You can also view your results in the Remyx Studio app. Find it in the Myxboard tab under the name you created.

Evaluate in the Studio

You can find the MyxMatch under the “Explore” section of the home view. Once you’ve clicked into the tool, you can start filling out the name for your matching job. Include a representative sample or prompt in the context box to help source the best model. Optionally, you can click the “Model Selection” dropdown button to select which models you want to compare. By default, all of the available models are chosen.
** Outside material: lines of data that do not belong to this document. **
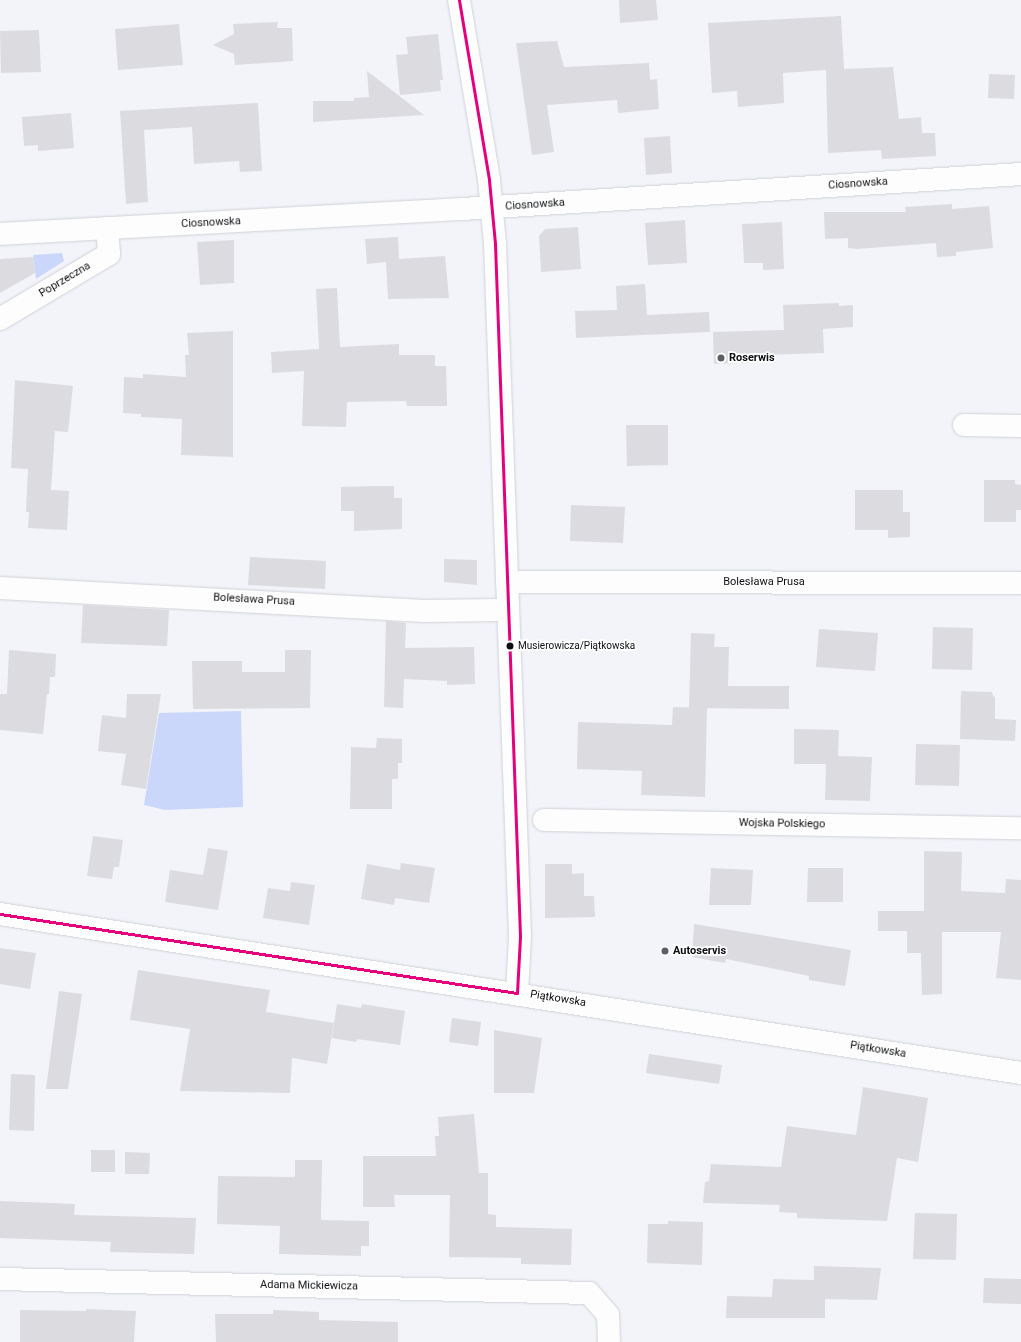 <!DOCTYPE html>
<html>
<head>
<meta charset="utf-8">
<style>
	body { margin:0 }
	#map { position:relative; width:1021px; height:1342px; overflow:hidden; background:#f2f4fa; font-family:Roboto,sans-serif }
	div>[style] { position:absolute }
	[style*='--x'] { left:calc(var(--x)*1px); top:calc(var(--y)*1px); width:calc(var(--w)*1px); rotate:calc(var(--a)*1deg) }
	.green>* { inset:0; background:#cad7fb }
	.building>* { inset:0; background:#dcdbe0 }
	.roads { filter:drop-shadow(0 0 1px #d0d1d6) drop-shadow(0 0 1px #d0d1d6) }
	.minor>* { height:22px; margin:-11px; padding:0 11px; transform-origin:11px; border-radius:11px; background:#fdfdfe }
	.tertiary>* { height:22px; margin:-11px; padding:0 11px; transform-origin:11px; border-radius:11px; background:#fdfdfe }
	.secondary>* { height:22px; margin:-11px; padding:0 11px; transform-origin:11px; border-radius:11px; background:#fdfdfe }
	.bus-1>* { height:3px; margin:-1.5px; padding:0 1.5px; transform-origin:1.5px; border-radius:1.5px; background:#e5007d }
	.dots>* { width:11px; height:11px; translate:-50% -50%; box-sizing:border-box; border:2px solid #fff; border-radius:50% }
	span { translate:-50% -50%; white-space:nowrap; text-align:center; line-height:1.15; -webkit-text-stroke:3.5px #fff; paint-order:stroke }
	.bus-label { font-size:10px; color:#0c0e11 }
	.left { translate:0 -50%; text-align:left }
	.street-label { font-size:11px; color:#0c0e11 }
	.poi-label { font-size:11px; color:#0c0e11; font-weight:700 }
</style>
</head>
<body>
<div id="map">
	<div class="green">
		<div style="clip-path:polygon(62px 253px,64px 261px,36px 279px,33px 255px)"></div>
		<div style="clip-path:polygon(241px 711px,243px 807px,165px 810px,144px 805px,159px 713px)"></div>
	</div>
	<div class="building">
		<div style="clip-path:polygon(619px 0,656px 0,658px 20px,620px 23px)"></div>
		<div style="clip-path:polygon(841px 16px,844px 69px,893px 67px,899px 119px,921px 117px,922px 133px,935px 133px,936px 156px,882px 159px,881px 150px,828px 153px,826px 70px,783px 73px,784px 103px,738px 107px,737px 91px,712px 93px,708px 23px)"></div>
		<div style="clip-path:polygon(278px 22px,277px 28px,292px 28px,293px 61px,235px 65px,234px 54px,213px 45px,234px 34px,233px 24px)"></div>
		<div style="clip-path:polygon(179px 24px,183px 65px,118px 70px,115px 29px)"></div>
		<div style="clip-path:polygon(39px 30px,41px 72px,1px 73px,0 31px)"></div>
		<div style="clip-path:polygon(438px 34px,443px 80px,440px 80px,441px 91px,400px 95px,396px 55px,408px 54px,406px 37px)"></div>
		<div style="clip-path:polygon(557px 41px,564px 67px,649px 63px,650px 80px,657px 79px,659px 109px,618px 113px,617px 100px,547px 105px,554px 152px,532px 155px,516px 43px)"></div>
		<div style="clip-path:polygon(367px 71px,424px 115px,313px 122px,313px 101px,354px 101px,354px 98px,369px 97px)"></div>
		<div style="clip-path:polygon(989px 74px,1015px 75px,1014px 99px,988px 98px)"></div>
		<div style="clip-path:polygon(258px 103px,262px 171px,240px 172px,239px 161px,194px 164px,192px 127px,144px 130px,148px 202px,126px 204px,120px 111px)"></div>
		<div style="clip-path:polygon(71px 113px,74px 148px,38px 151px,38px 145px,24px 146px,22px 117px)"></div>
		<div style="clip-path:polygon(670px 136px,672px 173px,646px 175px,644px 138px)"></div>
		<div style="clip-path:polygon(952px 204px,952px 209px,989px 206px,993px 248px,956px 252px,956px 256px,937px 257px,936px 243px,857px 249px,848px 248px,848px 238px,825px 239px,824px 212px,906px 212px,905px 207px)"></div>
		<div style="clip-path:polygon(685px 220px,687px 263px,648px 265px,645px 223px)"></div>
		<div style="clip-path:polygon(782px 222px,784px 269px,763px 270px,763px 263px,744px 263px,742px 224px)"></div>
		<div style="clip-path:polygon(578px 227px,581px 269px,541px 272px,539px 236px,545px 229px)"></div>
		<div style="clip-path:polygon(398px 237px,399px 259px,445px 256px,449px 298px,388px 299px,386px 262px,367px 264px,365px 239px)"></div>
		<div style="clip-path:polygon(234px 240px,234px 283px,200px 285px,197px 242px)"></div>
		<div style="clip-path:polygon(33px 257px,35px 273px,0 293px,0 259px)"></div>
		<div style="clip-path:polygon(645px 284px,647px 315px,709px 312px,710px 332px,576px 338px,575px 311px,617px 310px,616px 286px)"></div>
		<div style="clip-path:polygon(337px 288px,340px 347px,399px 344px,399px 355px,435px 355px,435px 366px,446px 366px,447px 406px,407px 406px,406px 401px,347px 402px,346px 427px,302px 426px,304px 371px,272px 373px,271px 352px,319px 349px,316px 289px)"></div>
		<div style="clip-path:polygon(839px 303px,839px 306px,853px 305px,853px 327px,823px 329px,824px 353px,765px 355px,766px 362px,714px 364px,713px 332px,784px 330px,783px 305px)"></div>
		<div style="clip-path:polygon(233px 331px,233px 457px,181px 455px,182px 419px,141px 417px,141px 414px,123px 413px,124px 377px,143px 378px,143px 374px,186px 377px,185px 355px,189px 355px,187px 333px)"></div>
		<div style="clip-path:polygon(15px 380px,73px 386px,68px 432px,55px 431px,51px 490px,69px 491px,67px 530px,28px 528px,29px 512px,26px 512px,28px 469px,11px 468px)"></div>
		<div style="clip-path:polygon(626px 425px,668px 425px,668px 465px,627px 466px)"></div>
		<div style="clip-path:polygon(984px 480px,1015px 480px,1015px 484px,1021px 485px,1021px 510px,1016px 510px,1016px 522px,984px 522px)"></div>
		<div style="clip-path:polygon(373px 486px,394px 486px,394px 498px,402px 498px,402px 529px,354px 531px,354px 511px,341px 511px,341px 487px)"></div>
		<div style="clip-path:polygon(855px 490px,903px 490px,903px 512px,910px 512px,910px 537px,888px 538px,888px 530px,855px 530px)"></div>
		<div style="clip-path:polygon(571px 505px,625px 507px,623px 543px,570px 541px)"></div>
		<div style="clip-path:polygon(250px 557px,326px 561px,325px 589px,248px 585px)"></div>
		<div style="clip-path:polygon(444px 559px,477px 560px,477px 585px,444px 582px)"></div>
		<div style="clip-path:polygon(83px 605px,169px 610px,167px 646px,81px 643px)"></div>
		<div style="clip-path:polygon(386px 621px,406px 623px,405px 648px,474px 647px,475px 684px,447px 685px,447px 681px,404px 679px,403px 708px,384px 707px)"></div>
		<div style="clip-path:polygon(933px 627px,973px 628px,972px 670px,932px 669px)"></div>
		<div style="clip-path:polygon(819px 629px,878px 633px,875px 671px,816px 667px)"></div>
		<div style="clip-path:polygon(691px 633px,715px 634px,714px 647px,729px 647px,728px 686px,789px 686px,789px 709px,689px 708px)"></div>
		<div style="clip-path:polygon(9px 650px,56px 654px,55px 677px,50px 677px,49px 694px,47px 694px,43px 734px,0 730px,0 694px,7px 694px)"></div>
		<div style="clip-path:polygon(285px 650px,311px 650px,310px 708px,193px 709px,192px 661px,242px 661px,242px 672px,285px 672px)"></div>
		<div style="clip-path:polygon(961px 691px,992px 692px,993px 696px,995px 697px,995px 719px,1016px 720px,1015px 741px,960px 739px)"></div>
		<div style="clip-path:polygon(127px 694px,161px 694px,146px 789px,121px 785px,126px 754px,98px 751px,102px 715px,126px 718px)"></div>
		<div style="clip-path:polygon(673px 707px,707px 708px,705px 797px,641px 795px,642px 771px,577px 769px,578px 722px,672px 725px)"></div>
		<div style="clip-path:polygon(794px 729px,839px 730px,838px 756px,872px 757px,870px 801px,825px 800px,826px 764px,794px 764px)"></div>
		<div style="clip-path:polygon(377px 738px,402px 739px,402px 763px,398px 763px,398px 779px,392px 779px,392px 809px,350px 809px,351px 747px,376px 748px)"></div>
		<div style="clip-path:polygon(916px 744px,960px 745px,959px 786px,915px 785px)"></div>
		<div style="clip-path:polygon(93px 836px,123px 840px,119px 867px,114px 867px,112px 879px,87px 876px)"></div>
		<div style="clip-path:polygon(208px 848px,228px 851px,218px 910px,165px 902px,170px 870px,203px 875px)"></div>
		<div style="clip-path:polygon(924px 851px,962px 852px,961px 891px,1005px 893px,1006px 879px,1021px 880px,1021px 980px,996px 978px,1001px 932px,942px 932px,942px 994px,922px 995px,921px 953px,907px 953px,907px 931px,878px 931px,878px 911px,924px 911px)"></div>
		<div style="clip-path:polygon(401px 863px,435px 868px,429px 903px,395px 898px,394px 905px,361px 899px,367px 864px,400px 870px)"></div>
		<div style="clip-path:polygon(545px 864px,572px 864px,572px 874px,584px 873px,584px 896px,594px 896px,595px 917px,545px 918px)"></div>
		<div style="clip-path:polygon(711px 868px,753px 870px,751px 905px,709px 905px)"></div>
		<div style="clip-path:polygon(808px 868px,843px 868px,843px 902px,807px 902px)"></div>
		<div style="clip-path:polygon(291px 882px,315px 885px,309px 925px,263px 918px,268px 888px,290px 891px)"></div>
		<div style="clip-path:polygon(694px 924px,851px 950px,845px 986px,809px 980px,809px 976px,726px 959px,725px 963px,692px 957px)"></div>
		<div style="clip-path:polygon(0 948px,36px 953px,30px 989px,0 984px)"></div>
		<div style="clip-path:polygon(138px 970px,270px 990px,266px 1012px,334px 1023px,327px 1064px,292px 1058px,290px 1093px,180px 1091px,190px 1029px,130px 1020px)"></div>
		<div style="clip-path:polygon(59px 991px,82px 994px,68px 1089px,46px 1089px)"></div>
		<div style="clip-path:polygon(337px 1004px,361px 1008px,362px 1004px,405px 1011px,400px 1045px,357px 1039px,356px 1042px,332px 1038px)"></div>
		<div style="clip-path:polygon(452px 1018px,481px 1022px,478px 1046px,449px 1042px)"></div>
		<div style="clip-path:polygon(494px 1030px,542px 1038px,534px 1093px,494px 1093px)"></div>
		<div style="clip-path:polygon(649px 1054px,722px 1065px,719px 1084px,646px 1073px)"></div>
		<div style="clip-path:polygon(11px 1074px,35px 1075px,34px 1131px,9px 1130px)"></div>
		<div style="clip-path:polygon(863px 1087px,928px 1098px,918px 1162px,897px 1158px,887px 1221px,797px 1218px,797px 1213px,779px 1212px,780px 1205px,703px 1203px,705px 1182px,709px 1181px,711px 1164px,781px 1167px,787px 1126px,856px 1135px)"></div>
		<div style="clip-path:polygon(474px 1114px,479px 1173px,488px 1173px,488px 1214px,496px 1215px,496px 1227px,572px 1229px,571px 1265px,521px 1264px,521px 1258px,449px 1257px,450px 1195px,394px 1195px,395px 1207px,363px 1207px,363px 1156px,436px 1156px,435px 1136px,439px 1136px,438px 1117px)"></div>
		<div style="clip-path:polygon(91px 1150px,115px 1150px,115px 1172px,91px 1172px)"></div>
		<div style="clip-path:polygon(125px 1152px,150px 1153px,149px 1174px,125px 1174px)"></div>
		<div style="clip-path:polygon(295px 1160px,322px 1160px,321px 1220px,369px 1221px,369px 1246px,361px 1246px,361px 1256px,279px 1254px,280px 1226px,217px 1224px,218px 1176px,295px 1177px)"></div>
		<div style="clip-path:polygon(0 1201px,75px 1204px,74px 1215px,196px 1218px,194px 1254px,110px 1252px,111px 1242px,0 1238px)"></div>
		<div style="clip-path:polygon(915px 1213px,957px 1214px,956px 1260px,913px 1259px)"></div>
		<div style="clip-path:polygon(668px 1221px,703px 1222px,702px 1265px,647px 1263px,648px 1224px,668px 1224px)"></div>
		<div style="clip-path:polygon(814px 1266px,881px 1268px,877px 1300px,825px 1299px,825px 1318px,726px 1318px,727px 1296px,772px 1297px,773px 1279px,814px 1280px)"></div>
		<div style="clip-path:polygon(984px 1278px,1021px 1279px,1021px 1304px,983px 1303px)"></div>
		<div style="clip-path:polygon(86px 1309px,136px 1311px,134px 1342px,20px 1342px,20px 1310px,86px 1311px)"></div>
		<div style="clip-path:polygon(273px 1310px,319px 1312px,319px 1320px,398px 1322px,398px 1342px,216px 1342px,215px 1314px,273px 1314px)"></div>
	</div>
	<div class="roads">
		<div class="minor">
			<div style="--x:0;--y:234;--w:463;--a:-3.1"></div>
			<div style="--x:462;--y:209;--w:560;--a:-3.58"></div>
			<div style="--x:0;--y:319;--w:127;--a:-30.8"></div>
			<div style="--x:109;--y:254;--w:26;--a:-94"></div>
			<div style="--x:964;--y:425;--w:57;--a:1"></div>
			<div style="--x:507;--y:582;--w:514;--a:0.11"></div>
			<div style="--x:0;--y:588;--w:425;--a:3.1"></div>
			<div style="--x:424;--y:611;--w:84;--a:-0.7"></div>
			<div style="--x:544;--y:820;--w:477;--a:1"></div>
			<div style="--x:0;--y:1279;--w:589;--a:1.36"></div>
			<div style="--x:589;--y:1293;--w:29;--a:49"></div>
			<div style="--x:608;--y:1315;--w:27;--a:88"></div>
		</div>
		<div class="tertiary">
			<div style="--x:459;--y:0;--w:182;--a:80.5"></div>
			<div style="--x:489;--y:180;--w:64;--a:84.6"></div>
			<div style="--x:495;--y:244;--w:693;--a:87.93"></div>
			<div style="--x:520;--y:937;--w:56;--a:93.1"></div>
		</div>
		<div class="secondary">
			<div style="--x:0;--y:914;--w:1033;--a:8.85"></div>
		</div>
	</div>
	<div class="bus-1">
		<div style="--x:459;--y:0;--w:182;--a:80.5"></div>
		<div style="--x:489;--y:180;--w:64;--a:84.6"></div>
		<div style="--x:495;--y:244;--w:693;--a:87.93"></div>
		<div style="--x:520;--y:937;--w:56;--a:93.1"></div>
		<div style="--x:0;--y:914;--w:523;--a:8.69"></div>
	</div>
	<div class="dots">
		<div style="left:721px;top:358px;background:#5c5e63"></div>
		<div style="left:510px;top:646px;background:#0c0e11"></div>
		<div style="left:665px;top:951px;background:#5c5e63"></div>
	</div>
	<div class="bus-label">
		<span class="left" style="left:518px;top:646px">Musierowicza/Piątkowska</span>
	</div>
	<div class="street-label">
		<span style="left:858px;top:184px;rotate:-4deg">Ciosnowska</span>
		<span style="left:535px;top:205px;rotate:-4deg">Ciosnowska</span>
		<span style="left:211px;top:223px;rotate:-3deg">Ciosnowska</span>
		<span style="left:65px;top:280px;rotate:-31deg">Poprzeczna</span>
		<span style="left:764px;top:582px">Bolesława Prusa</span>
		<span style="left:254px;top:600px;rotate:3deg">Bolesława Prusa</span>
		<span style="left:782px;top:824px;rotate:1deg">Wojska Polskiego</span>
		<span style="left:558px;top:999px;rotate:9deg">Piątkowska</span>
		<span style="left:878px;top:1050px;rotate:9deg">Piątkowska</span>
		<span style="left:309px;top:1286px;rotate:1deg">Adama Mickiewicza</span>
	</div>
	<div class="poi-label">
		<span class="left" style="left:729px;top:358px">Roserwis</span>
		<span class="left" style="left:673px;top:951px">Autoservis</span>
	</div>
</div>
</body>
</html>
After you’ve clicked “Rank,” you’ll be redirected to the Myxboards view, where you can monitor the progress of your matching job. Once it’s finished, you’ll see a table ranking all selected models, with the top-ranked ones at the top. If you’re ready to move on to the next step and train a model, look for the “Train” button in the last column and click it.

Future Developments

With the MyxBoard, you can customize and streamline the evaluation of models for your specific needs. Whether you’re ranking models based on their alignment to your use case or sharing your results with the broader community, the MyxBoard makes it easy to tailor and track evaluations while adding more context to your ML artifacts, enhancing your experiment workflow.

Stay tuned for the next updates to the evaluation features on Remyx, including:

  • Support for more fine-grained evaluation tasks and model comparison options.
  • Expanded evaluation modes, including multimodal and agent-based tests.